START Data to examine

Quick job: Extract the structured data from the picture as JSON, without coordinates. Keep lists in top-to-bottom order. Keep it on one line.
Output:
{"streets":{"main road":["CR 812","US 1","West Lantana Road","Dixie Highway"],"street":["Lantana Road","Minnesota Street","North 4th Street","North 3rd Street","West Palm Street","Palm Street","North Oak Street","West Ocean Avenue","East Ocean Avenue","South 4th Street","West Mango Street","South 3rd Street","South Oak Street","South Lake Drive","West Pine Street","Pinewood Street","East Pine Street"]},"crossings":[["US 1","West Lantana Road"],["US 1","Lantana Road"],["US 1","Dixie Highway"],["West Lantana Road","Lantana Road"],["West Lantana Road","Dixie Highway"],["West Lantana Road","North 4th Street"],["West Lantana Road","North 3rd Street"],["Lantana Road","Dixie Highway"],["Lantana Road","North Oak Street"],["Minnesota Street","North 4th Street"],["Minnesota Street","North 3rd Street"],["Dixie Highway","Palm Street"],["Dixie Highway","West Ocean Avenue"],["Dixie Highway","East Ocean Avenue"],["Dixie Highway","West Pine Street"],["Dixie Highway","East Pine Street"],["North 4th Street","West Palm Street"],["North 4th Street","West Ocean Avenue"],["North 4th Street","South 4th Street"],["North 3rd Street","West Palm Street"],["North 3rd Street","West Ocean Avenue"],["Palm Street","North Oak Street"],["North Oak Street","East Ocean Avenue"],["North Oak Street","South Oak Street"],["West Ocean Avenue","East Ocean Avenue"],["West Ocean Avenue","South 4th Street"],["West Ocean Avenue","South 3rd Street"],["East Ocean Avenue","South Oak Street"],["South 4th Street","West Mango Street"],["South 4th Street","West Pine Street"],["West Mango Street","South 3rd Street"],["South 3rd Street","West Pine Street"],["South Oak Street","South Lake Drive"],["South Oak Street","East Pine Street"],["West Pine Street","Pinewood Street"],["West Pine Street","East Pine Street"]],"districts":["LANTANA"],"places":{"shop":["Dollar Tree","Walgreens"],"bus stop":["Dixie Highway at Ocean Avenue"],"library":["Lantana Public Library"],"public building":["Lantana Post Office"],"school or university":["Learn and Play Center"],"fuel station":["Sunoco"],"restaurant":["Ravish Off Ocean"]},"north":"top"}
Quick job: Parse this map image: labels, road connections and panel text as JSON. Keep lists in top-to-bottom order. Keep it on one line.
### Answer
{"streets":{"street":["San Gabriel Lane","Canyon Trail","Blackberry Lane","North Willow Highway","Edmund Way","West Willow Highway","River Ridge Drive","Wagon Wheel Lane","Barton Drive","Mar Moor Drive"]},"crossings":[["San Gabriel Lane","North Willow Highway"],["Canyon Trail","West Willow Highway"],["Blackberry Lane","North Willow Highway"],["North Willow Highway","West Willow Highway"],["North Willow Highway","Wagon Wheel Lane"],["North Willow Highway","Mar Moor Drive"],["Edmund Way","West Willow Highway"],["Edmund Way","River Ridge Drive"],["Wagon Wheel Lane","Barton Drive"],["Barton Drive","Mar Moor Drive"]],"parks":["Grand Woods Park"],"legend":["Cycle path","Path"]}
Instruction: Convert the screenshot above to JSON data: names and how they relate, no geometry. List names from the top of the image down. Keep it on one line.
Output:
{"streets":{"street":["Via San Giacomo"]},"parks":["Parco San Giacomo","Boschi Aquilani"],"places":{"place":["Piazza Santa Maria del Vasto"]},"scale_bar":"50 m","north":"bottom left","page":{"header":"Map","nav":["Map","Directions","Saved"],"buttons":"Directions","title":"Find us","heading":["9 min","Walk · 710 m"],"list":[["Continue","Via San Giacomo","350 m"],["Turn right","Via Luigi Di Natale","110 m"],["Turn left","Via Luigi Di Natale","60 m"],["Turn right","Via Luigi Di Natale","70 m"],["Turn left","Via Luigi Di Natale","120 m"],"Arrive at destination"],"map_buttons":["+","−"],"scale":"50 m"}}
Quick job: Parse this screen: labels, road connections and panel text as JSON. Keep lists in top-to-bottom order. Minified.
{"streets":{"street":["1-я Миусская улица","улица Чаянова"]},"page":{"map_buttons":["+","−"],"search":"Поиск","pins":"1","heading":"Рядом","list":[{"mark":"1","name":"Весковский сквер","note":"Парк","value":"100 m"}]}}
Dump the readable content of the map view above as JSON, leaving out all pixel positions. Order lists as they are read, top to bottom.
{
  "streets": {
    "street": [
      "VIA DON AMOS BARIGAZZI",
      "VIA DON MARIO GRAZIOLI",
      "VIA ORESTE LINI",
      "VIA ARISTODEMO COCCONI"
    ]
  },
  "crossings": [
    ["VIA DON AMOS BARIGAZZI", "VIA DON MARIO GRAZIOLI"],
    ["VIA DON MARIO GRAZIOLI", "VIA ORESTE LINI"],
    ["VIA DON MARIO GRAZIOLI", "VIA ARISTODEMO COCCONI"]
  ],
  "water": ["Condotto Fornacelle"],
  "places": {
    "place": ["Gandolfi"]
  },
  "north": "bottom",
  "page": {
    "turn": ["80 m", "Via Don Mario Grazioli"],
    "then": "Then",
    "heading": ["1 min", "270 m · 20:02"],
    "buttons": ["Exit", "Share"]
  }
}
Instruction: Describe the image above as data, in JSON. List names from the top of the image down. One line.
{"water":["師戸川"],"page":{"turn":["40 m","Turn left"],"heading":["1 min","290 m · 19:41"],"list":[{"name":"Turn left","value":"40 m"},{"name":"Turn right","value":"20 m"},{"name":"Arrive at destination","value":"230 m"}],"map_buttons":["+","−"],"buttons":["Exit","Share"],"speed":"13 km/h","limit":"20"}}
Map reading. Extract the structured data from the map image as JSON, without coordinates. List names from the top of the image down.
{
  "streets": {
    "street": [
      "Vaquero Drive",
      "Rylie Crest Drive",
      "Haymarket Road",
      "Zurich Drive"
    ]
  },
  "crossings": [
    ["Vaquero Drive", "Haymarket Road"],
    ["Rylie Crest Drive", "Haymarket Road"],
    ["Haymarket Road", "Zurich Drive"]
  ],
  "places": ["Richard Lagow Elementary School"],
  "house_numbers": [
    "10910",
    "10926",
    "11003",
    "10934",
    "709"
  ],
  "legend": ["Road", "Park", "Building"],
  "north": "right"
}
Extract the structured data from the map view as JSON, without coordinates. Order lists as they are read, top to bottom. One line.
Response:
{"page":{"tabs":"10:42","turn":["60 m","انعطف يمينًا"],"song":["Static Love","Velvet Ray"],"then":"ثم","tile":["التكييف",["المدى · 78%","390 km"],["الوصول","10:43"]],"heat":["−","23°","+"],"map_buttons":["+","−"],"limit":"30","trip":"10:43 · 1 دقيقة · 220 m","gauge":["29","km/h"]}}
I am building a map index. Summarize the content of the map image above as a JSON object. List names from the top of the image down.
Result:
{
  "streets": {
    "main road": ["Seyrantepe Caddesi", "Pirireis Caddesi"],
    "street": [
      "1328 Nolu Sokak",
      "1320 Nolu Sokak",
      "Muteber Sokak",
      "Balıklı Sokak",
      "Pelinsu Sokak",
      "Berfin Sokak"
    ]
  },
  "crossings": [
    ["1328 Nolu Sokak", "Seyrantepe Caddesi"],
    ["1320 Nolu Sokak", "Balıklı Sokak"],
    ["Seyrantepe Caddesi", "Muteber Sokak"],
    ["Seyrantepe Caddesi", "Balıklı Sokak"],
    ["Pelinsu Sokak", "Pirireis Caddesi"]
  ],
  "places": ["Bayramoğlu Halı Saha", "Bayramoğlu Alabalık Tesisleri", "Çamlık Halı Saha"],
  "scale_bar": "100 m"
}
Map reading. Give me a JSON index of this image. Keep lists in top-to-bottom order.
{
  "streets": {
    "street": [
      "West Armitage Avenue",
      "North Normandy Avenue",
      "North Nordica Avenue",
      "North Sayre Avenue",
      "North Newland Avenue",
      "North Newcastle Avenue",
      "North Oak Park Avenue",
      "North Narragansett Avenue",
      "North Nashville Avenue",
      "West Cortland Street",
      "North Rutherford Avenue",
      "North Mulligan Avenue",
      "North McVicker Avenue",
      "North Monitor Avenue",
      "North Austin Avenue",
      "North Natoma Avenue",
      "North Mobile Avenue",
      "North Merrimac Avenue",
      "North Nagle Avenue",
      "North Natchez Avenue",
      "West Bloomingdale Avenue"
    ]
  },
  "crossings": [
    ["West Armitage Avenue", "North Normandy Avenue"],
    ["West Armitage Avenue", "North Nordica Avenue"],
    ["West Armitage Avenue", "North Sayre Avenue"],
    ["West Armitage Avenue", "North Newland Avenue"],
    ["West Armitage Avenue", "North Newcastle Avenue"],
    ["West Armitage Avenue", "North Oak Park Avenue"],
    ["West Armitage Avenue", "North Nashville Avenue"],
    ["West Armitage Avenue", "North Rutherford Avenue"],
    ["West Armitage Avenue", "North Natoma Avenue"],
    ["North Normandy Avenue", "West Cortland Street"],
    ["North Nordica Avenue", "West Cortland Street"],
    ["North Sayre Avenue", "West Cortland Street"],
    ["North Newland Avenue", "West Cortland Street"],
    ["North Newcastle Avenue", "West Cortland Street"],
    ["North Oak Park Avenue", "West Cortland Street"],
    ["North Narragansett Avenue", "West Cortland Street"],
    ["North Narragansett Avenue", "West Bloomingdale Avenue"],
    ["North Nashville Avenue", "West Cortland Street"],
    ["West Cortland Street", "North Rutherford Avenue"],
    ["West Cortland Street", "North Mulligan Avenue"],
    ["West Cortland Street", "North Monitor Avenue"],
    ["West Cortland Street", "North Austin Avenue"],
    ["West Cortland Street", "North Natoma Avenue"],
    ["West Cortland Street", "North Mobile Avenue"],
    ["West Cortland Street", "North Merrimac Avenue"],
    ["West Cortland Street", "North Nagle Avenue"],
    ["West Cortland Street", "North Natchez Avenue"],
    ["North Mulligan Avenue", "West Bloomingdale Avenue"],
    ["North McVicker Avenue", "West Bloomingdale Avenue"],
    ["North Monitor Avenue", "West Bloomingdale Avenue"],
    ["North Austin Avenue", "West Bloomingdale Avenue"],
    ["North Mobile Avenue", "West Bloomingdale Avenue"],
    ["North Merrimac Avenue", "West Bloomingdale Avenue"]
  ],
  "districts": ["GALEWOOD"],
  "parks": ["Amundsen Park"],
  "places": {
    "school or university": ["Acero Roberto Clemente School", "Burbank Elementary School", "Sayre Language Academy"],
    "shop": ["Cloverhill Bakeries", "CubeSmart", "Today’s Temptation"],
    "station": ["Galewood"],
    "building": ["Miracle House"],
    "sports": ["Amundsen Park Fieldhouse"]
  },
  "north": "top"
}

END Data to examine

## [About this task]
For each line in the data that contains the string "Mobile", give a copy of that line.

## [Written solution]
      "North Mobile Avenue",
    ["West Cortland Street", "North Mobile Avenue"],
    ["North Mobile Avenue", "West Bloomingdale Avenue"],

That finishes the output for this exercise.